Stored data
------------------------------------

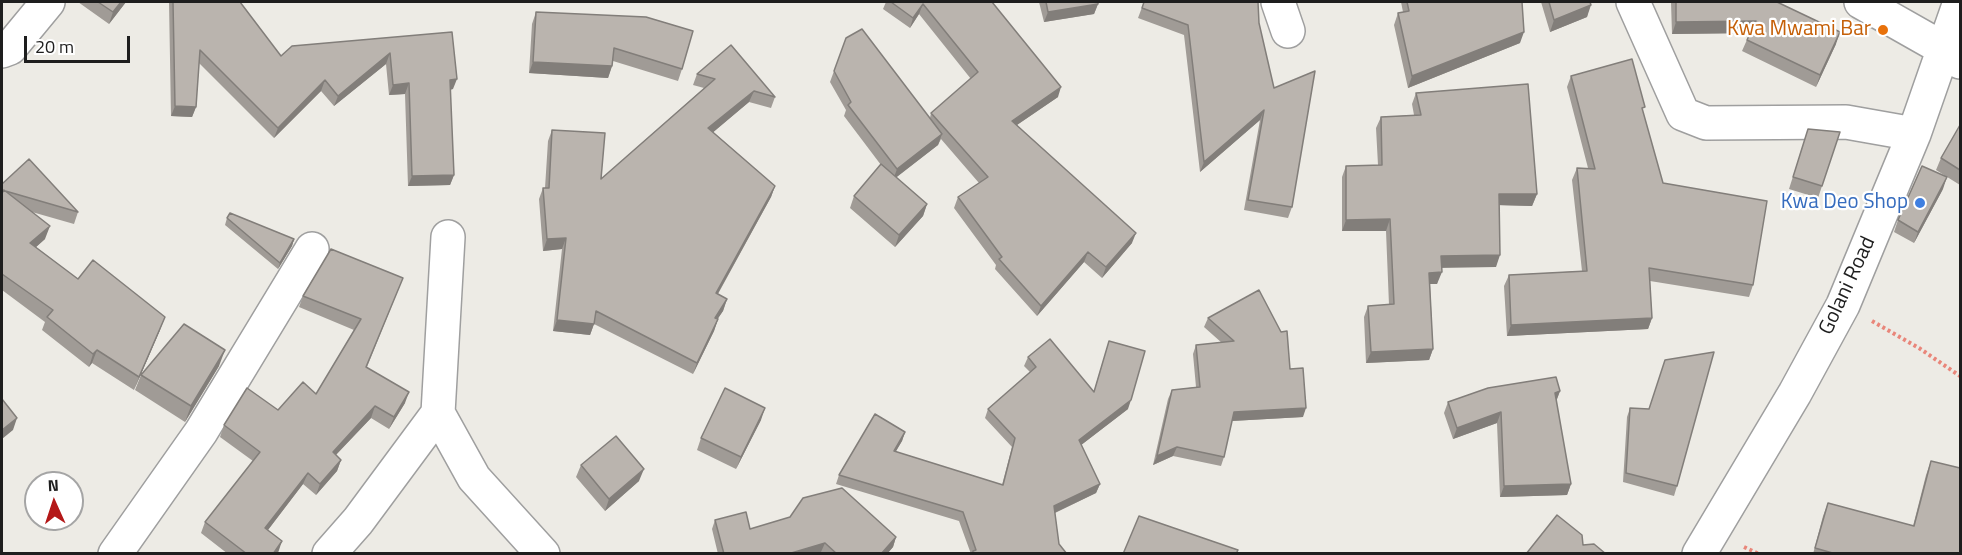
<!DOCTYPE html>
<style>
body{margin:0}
#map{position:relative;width:1962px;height:555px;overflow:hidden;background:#edebe5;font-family:"Titillium Web",sans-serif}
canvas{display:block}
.frame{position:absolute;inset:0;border:3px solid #1e1e1e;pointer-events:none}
.north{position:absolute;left:24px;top:471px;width:60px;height:60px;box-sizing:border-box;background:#fff;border:2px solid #a5a5a5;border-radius:50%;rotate:357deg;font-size:16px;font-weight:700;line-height:24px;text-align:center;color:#1e1e1e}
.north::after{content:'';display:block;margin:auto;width:21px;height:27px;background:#b41818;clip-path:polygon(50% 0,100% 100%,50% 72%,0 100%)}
.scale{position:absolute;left:24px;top:36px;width:106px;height:27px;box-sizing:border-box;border:3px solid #1e1e1e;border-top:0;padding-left:8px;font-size:18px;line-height:21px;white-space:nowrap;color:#1e1e1e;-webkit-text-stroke:4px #fff;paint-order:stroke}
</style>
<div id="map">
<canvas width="1962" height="555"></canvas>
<div class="frame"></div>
<div class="north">N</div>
<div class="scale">20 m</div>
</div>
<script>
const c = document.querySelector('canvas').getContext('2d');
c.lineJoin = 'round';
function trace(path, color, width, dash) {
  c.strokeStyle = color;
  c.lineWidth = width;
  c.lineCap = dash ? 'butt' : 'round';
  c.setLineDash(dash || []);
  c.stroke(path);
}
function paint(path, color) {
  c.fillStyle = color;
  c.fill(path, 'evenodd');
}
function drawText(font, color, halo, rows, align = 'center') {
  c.font = font + ' "Titillium Web",sans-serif';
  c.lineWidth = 4.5;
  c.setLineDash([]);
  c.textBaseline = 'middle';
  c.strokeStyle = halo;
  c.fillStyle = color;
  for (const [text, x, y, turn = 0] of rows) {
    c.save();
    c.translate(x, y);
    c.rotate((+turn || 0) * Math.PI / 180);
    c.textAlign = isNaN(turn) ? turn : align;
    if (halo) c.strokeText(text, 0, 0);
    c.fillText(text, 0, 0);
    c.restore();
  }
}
const path = new Path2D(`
 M1872,321L1919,348L1960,376
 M1744,547L1759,554`);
const street = new Path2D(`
 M1278,2L1288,31
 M1633,2L1683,114L1706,123L1846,122L1914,134
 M1861,2L1944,49L1960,62
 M2,51L10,48L48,2
 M448,237L438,413L474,478L543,554
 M115,554L201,432L312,249
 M329,554L358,521L438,413
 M1699,554L1795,393L1843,305L1914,134L1960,2`);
const wall = new Path2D(`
 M78,2H126L109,24Z
 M169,2H242L241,3L281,56L452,32L453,89L450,90L454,175L450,185L408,186L405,94L389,95L386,64L334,106L321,91L274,138L199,63L196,107L192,117L171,116Z
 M886,2H992L1058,97L1017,125L1132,243L1102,278L1084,262L1037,316L995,269L996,265L954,208L958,197L979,183L941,139L938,145L896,177L927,204L923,216L895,247L850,208L854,196L881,165L844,116L846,110L830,82L846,38L930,118L931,113L971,79L919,14L910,28L883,9Z
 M1039,2H1098V4L1094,14L1044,22Z
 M1144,2L1259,23L1292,207L1288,218L1244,210L1260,120L1200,172L1184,35L1138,18Z
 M1401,2H1522L1520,43L1408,88L1394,25L1398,13L1403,12Z
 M1541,2H1590L1587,17L1550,32Z
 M1671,2H1777L1836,44L1816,87L1742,51L1750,33L1672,34Z
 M536,12L682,69L678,81L613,61L612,66L608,78L529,73L532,24Z
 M697,74L775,97L771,108L749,102L713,132L775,186L771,197L718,294L727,299L723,311L717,319H718L714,331L693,374L594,324L590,335L553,331L562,249L543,251L539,199L543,188H545L548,141L552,130L601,179L704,88L693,85Z
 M1571,76L1643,113L1663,183L1753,285L1749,297L1650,281L1652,318L1648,329L1507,336L1504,286L1509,275L1582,271L1572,180L1577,168H1588L1567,87Z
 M1416,93L1537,194L1532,206L1499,205L1496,267H1441L1437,284H1430L1433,349L1429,360L1366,363L1364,317L1368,306L1389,305L1386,231H1342V177L1346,166L1378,165L1376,128L1381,117L1414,115L1412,104Z
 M1960,125V185L1936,170L1941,158Z
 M1808,129L1822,186L1818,198L1789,189Z
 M2,184L78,212L74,224L32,212L45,239L36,247L78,279L160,330L134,390L92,363L89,367L42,330L45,322L2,290Z
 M1943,189L1914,243L1894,232L1898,220Z
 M227,218L294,239L292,246L278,269L225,225Z
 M403,278L367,367L405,403L389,429L371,418L336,455L341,460L337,471L316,495L303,484L268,530L277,554H228L201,533L205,522L253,461L220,437L224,425L278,410L316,394L354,330L299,307L303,296Z
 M1208,318L1290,369L1303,417L1232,421L1224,457L1221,466L1173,456L1153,465L1168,399L1172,390L1196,387L1193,354L1196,345L1222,343L1204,327Z
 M1109,341L1128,409L1081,445L1100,484L1096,493L1055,513L1059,544L1067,554H971L959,521L836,484L839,475L905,432L902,441L895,452L1002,485L1012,447L985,418L988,409L1030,372L1024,366L1028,357L1094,391Z
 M219,366L185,422L135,390L141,375Z
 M1560,391L1556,401L1571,484L1567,495L1500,497L1497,423L1453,439L1444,413L1448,402Z
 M1630,408L1649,409L1677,486L1674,496L1623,482L1627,417Z
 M761,420L736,469L697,450L701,438Z
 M1931,461L1960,554H1813L1823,516L1828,503L1913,526L1926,475Z
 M581,465L639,481L605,511L576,477Z
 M715,520L750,529L896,537L893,547L887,554H822L821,552L817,554H718L712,529Z`);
const shadedWall = new Path2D(`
 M121,2H126L109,24L113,12Z
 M923,4L919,14L910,28L913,18Z
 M1098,4L1094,14L1044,22L1048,12Z
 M1591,5L1587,17L1550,32L1554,20Z
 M1756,21L1752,33L1672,34L1676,22Z
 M1524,32L1520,43L1408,88L1412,76Z
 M1840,32L1836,44L1816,87L1820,75Z
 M390,53L386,64L334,106L338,96Z
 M533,62L612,66L608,78L529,73Z
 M457,79L453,89L446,90L450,80Z
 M325,80L321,91L274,138L278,128Z
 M409,83L405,94L389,95L393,85Z
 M1061,87L1058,97L1008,131L1012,121Z
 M754,91L749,102L704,140L708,128Z
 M175,106L196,107L192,117L171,116Z
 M1264,110L1260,120L1200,172L1204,162Z
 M942,134L938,145L893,180L897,169Z
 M454,175L450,185L408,186L412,176Z
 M1947,177L1943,189L1914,243L1918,232Z
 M775,186L771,197L712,304L716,293Z
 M1499,194H1537L1532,206L1495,205Z
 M927,204L923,216L895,247L899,235Z
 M1390,219L1386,231H1342L1346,220Z
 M50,226L45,239L26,256L30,243Z
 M1136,233L1132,243L1102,278L1106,267Z
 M566,238L562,249L543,251L547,239Z
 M294,239L292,246L278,269L280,263Z
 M1088,252L1084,262L1037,316L1041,306Z
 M1500,255L1496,267L1437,268L1441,256Z
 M1442,272L1437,284H1425L1429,273Z
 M727,299L723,311L711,329L715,318Z
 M165,317L160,330L134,390L139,377Z
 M1652,318L1648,329L1507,336L1511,325Z
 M718,319L714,331L693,374L697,363Z
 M557,320L594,324L590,335L553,331Z
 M1433,349L1429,360L1366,363L1371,352Z
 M97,350L92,363L89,367L93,354Z
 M225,350L219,366L185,422L191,406Z
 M1560,391L1556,402L1555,393Z
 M409,392L405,403L389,429L394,417Z
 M1131,400L1128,409L1076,449L1079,440Z
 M375,406L371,418L328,463L333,452Z
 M765,408L761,420L736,469L741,457Z
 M1306,408L1303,417L1231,421L1234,412Z
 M1501,412L1497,423L1453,439L1457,428Z
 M17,418L13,430L2,439V430Z
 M905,432L902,441L891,460L894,451Z
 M1177,447L1173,456L1153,465L1157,456Z
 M341,460L337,471L316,495L320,484Z
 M644,469L639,481L605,511L609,499Z
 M308,473L303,484L261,539L265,528Z
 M1100,484L1096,493L1050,515L1054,506Z
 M1571,484L1567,495L1500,497L1504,486Z
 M896,537L893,547L887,554H881Z
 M282,541L278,553L273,554Z
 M825,543L821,552L817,554H788Z`);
const building = new Path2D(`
 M98,2H121L113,12Z
 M173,2H240L281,56L292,46L452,32L457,79L450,80L454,175L412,176L409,83L393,85L390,53L338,96L325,80L278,128L200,50L196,107L175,106Z
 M891,2H992L1061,87L1012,121L1136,233L1106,267L1088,252L1041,306L999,259L1002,257L958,197L988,177L931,113L978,72L923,4L913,18Z
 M1046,2H1098V4L1048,12Z
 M1144,2H1258L1259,23L1274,88L1315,71L1292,207L1248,200L1264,110L1204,162L1188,25L1142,8Z
 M1407,2H1522L1524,32L1412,76L1398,13L1409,11Z
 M1549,2H1590L1591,5L1554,20Z
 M1676,2H1777L1840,32L1820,75L1747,40L1756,21L1676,22Z
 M536,12L646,17L693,31L682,69L614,48L612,66L533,62Z
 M862,29L942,134L897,169L848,105L851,102L834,71L846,38Z
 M731,45L775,97L754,91L708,128L775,186L716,293L727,299L715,318L718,319L697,363L596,311L594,324L557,320L566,238L547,239L543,188H549L552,130L605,133L601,179L715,79L697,74Z
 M1632,59L1645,107L1642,108L1663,183L1767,201L1753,285L1649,268L1652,318L1511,325L1509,275L1587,271L1577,168L1595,169L1571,76Z
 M1528,84L1537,194H1499L1500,255L1441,256L1442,272L1429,273L1433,349L1371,352L1368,306L1394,304L1390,219L1346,220V166L1382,165L1381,117L1421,115L1416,93Z
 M1960,125V170L1941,158Z
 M1808,129L1840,132L1822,186L1793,177Z
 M29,159L78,212L2,190V184Z
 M881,164L927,204L899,235L854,196Z
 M1922,166L1947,177L1918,232L1898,220Z
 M4,190L50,226L30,243L78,279L93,260L165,317L139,377L97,350L93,354L47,317L53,310L2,274V193Z
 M230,213L294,239L280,263L227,218Z
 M331,249L403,278L366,367L409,392L394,417L375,406L333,452L341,460L320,484L308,473L265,528L282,541L273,554H247L205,522L260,452L224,425L247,388L278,410L303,382L316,394L361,319L303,296Z
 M1259,290L1281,332L1287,331L1290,369L1303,368L1306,408L1234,412L1224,457L1177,447L1157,456L1172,390L1200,387L1196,345L1234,341L1208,318Z
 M184,324L225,350L191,406L141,375Z
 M1050,339L1094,392L1109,341L1145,351L1131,400L1079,440L1100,484L1054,506L1059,544L1067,554H973V551L976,550L963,512L839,475L875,414L905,432L894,451L1003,485L1015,438L988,409L1036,367L1028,357Z
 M1714,352L1677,486L1626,473L1630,408L1649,409L1665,360Z
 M1556,377L1560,391L1555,393L1571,484L1504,486L1501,412L1457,428L1448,402L1488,388Z
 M725,388L765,408L741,457L701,438Z
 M2,399L17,418L2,430Z
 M616,436L644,469L609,499L581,465Z
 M1931,461L1960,468V554H1836L1815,548L1828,503L1914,526Z
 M842,488L896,537L881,554H837L825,543L788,554H724L715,520L746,512L750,529L790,517L803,498Z
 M1557,515L1582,535L1583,545L1594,544L1606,554H1526Z
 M1139,516L1238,550L1236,554H1123Z`);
const markers = [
 [1883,30,6,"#e8710a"],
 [1920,203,6,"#3f7fe0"]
];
const foodNames = [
 ["Kwa Mwami Bar",1871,30]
];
const shopNames = [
 ["Kwa Deo Shop",1908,203]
];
const streetNames = [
 ["Golani Road",1848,286,-65]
];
trace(street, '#9f9f9f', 36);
trace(path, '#e9867a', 4, [3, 3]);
trace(street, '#fff', 33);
paint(wall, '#a09b96');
paint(shadedWall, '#827e7a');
paint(building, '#bab4ae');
trace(building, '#827e7a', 1.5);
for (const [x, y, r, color] of markers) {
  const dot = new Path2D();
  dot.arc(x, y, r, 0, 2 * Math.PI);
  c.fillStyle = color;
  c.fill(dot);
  trace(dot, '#fff', 2);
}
drawText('21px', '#c56008', '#fff', foodNames, 'right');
drawText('21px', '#366cbe', '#fff', shopNames, 'right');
drawText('21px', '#1e1e1e', '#fff', streetNames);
</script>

------------------------------------

AIM OF THE TASK
Out of the entries, report each line that contains the word "Math".

OUTPUT OF THE EXERCISE
    c.rotate((+turn || 0) * Math.PI / 180);
  dot.arc(x, y, r, 0, 2 * Math.PI);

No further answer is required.